**What is needed**
Keep every line in which "Order" occurs and drop the rest of the data.

#### Source information ####

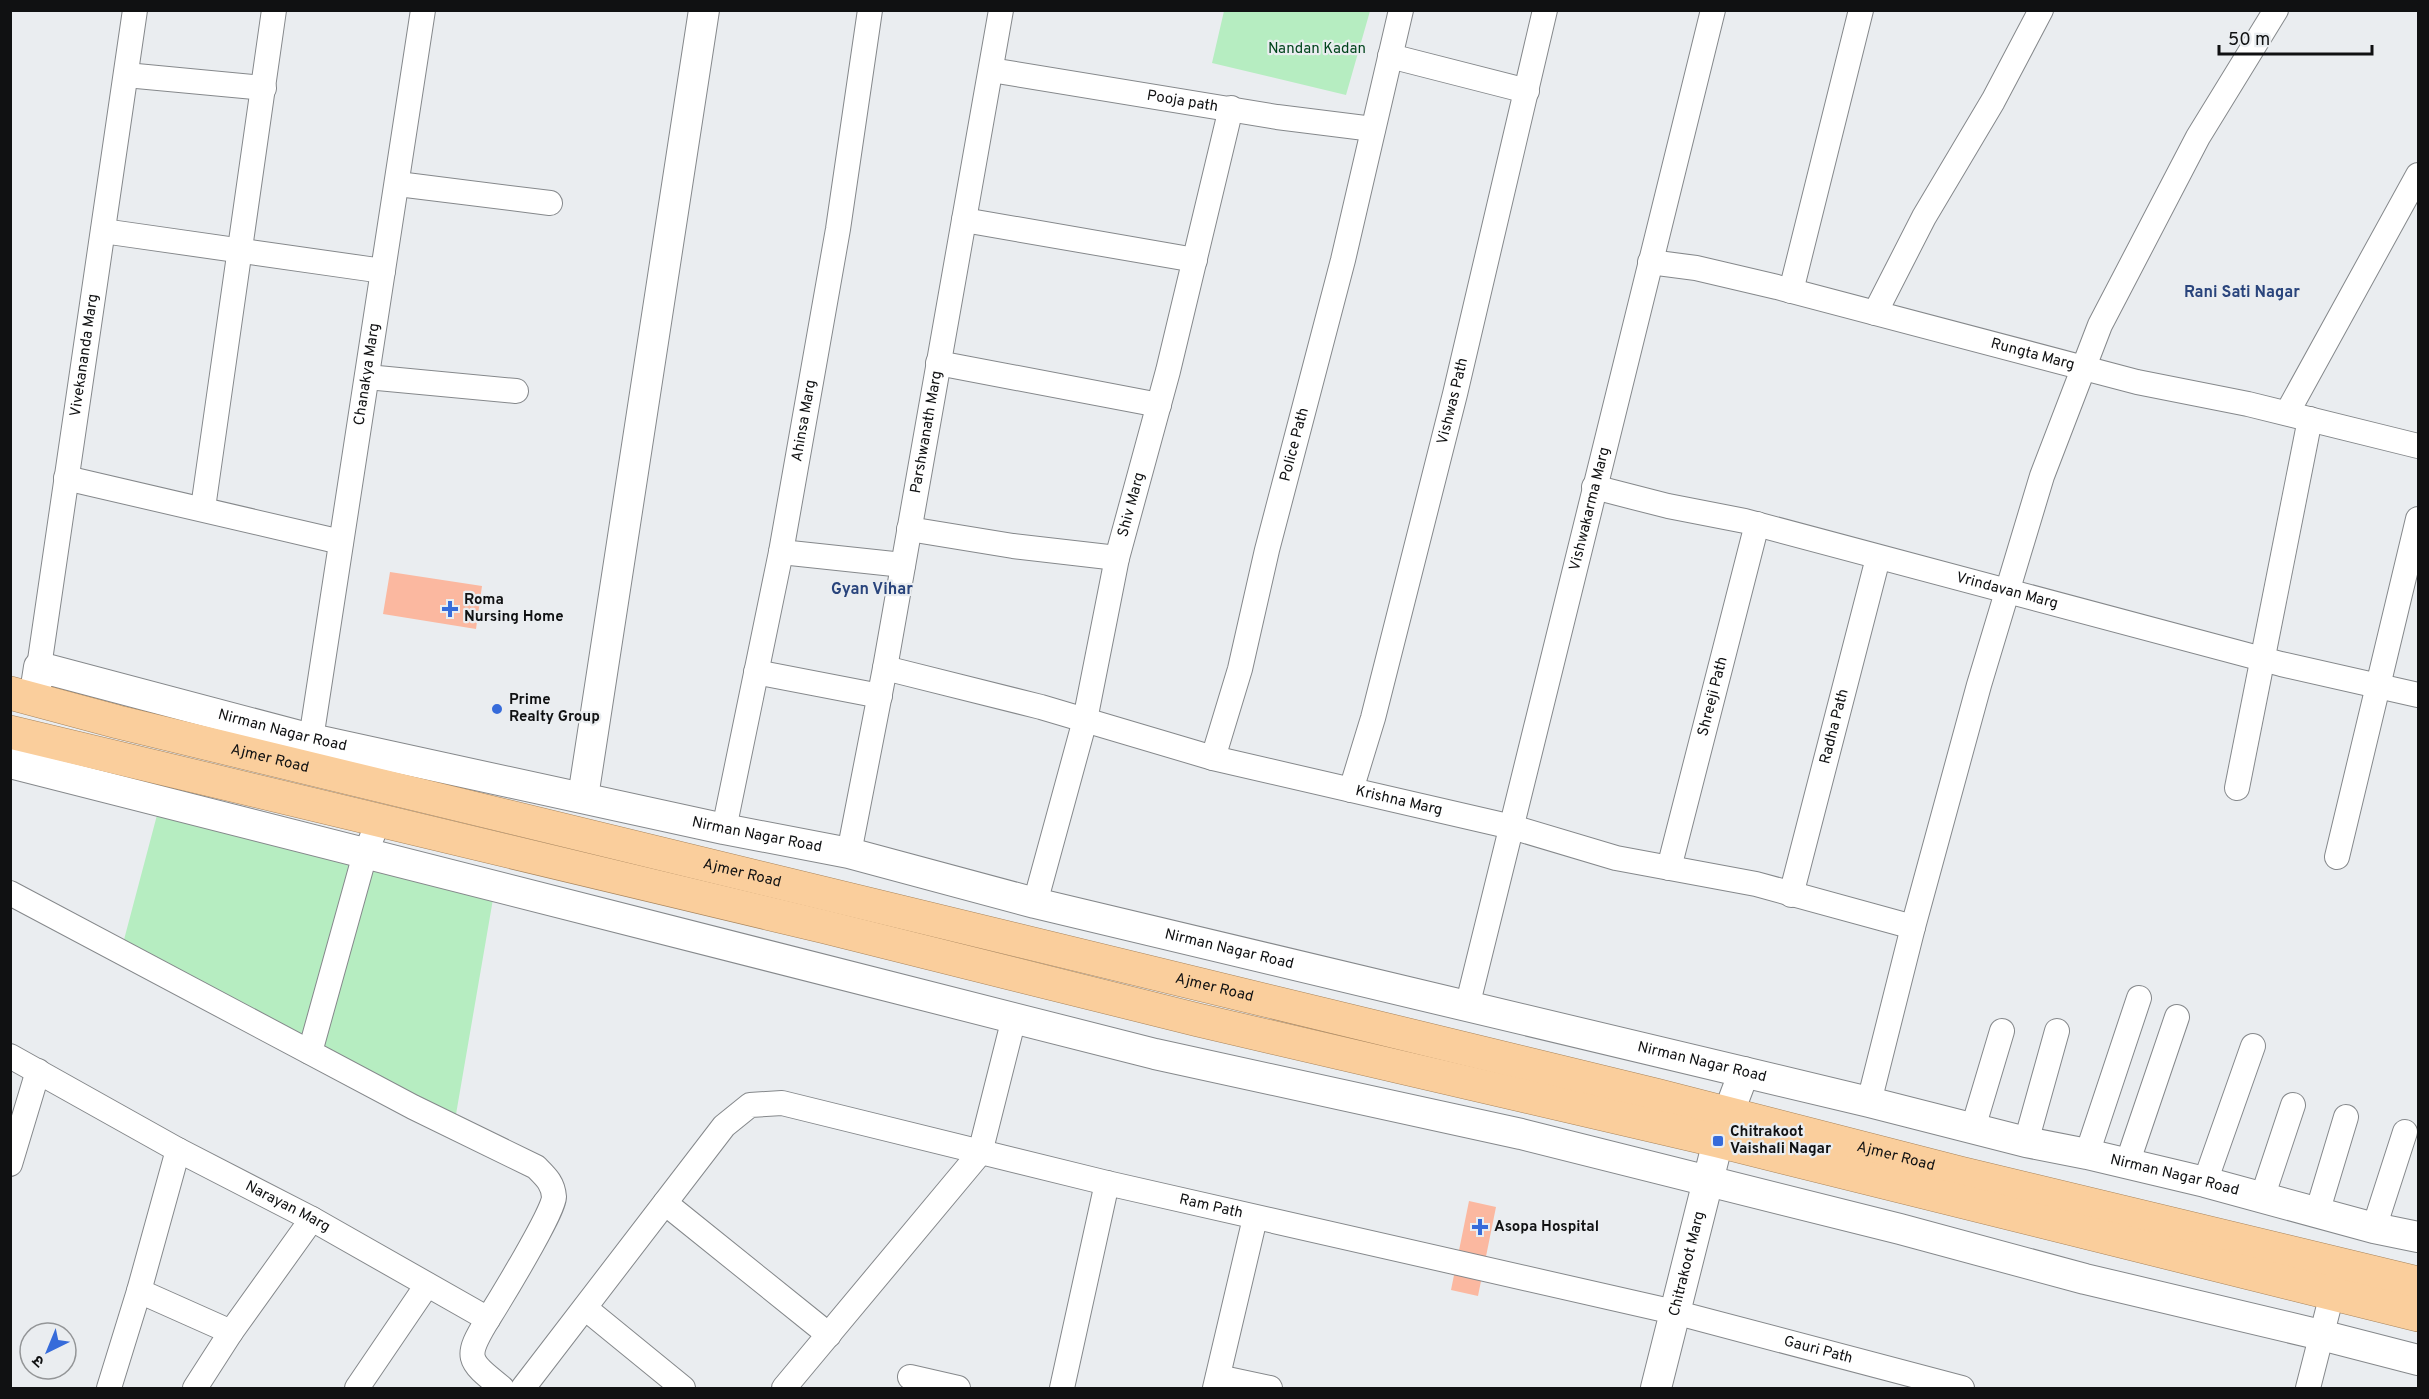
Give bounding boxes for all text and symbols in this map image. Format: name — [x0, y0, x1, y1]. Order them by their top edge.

####
#### Source information ####

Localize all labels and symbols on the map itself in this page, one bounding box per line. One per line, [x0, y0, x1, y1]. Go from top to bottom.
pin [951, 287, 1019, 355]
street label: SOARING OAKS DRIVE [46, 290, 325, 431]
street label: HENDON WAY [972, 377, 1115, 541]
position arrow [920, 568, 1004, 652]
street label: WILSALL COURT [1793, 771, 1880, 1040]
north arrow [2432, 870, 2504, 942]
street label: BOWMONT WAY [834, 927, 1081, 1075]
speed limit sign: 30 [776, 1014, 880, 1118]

####
#### Source information ####

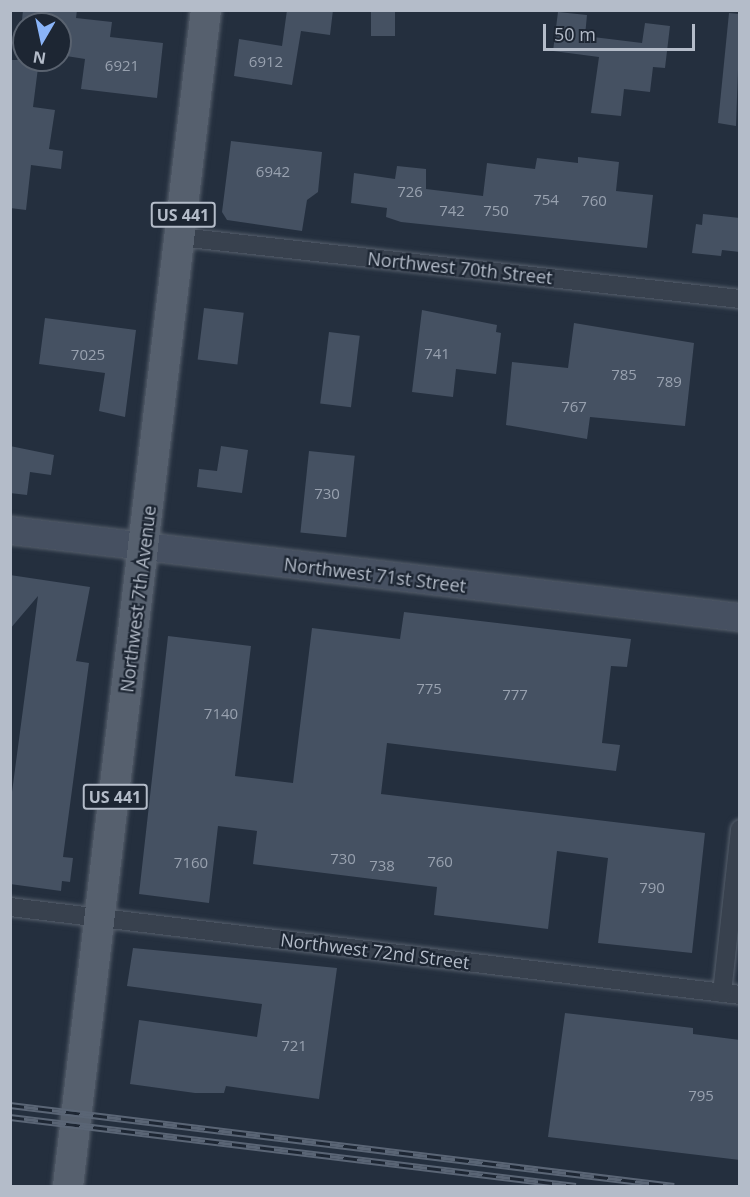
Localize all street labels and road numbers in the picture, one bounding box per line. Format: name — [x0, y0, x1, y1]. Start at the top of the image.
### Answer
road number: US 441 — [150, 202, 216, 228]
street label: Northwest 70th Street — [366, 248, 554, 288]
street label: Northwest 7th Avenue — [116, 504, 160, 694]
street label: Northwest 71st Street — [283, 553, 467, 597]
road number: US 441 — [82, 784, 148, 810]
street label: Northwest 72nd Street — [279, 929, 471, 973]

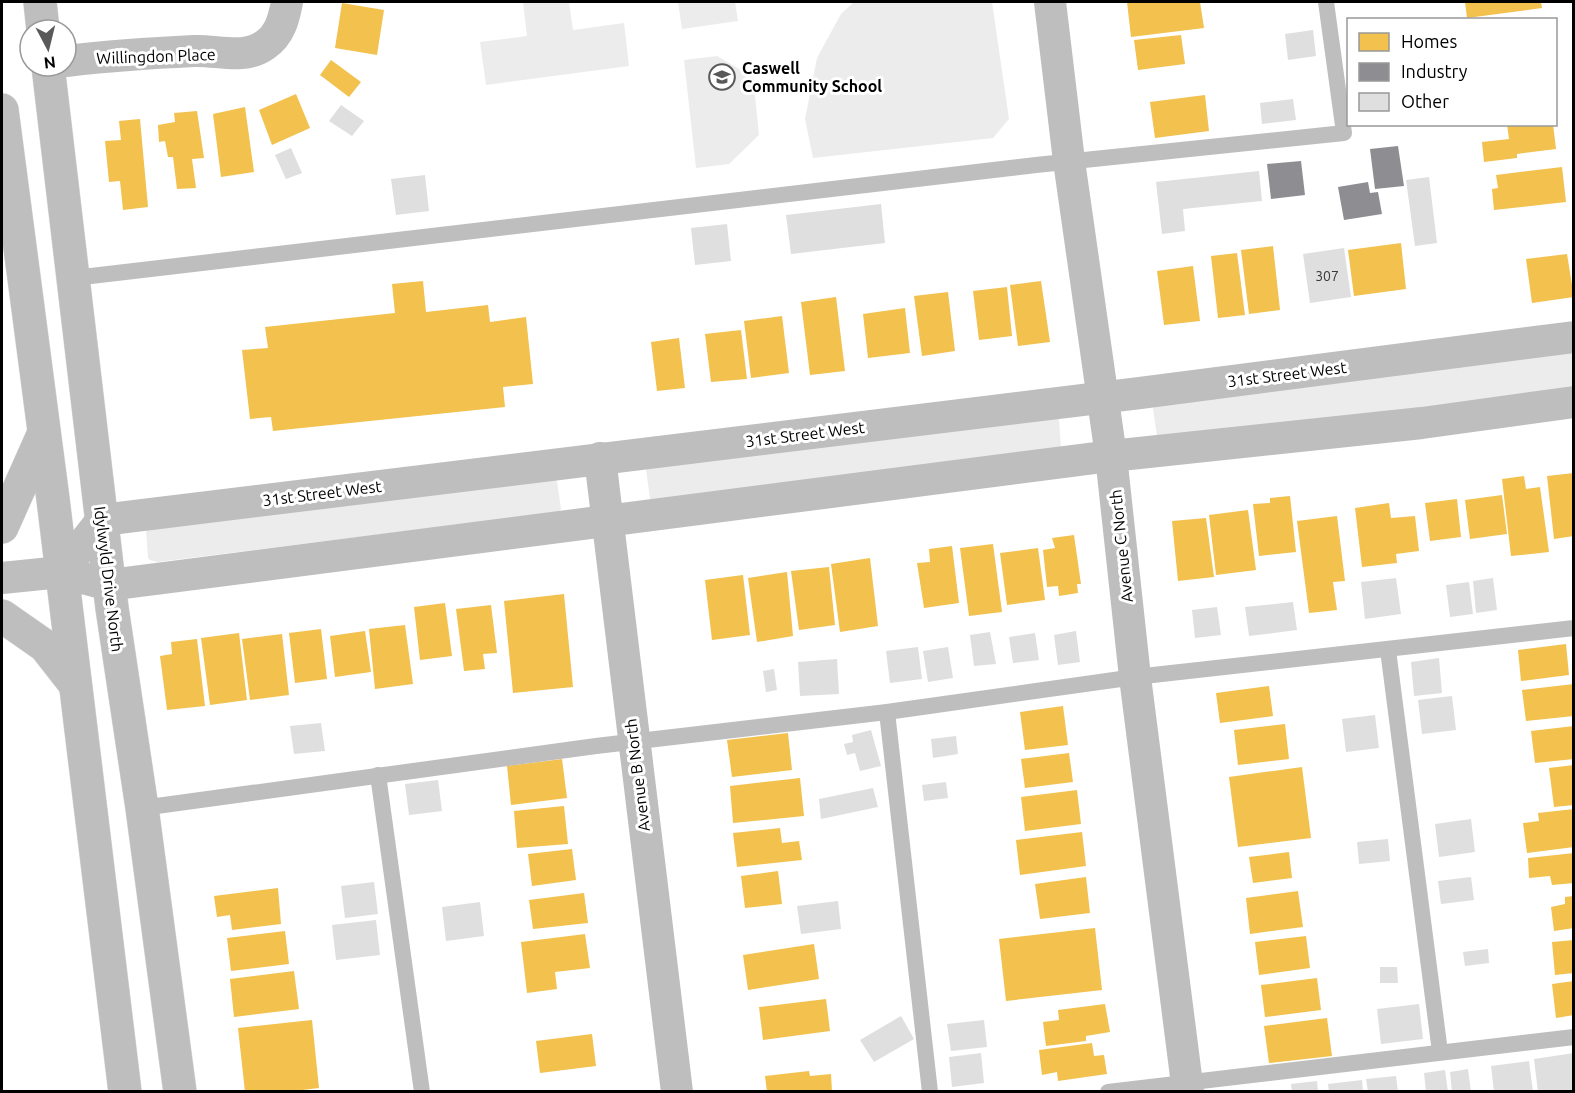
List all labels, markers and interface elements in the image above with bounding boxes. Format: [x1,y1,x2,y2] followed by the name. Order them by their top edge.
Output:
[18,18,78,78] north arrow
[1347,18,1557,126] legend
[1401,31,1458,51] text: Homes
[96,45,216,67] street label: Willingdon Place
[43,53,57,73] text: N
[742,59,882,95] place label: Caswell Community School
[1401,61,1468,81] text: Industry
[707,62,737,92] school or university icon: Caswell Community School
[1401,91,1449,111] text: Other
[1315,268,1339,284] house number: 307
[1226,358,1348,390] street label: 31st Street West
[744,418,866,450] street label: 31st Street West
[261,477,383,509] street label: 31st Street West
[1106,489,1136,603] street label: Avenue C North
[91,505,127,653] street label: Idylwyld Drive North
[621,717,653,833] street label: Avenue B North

####

**Reply**
Give bounding boxes for all text and symbols in this map image. Format: name — [x0, y0, x1, y1]. Order them by their top edge.
List all labels, markers and interface elements in the image above with bounding boxes. Format: [x1,y1,x2,y2] followed by the name. Order them by their top edge.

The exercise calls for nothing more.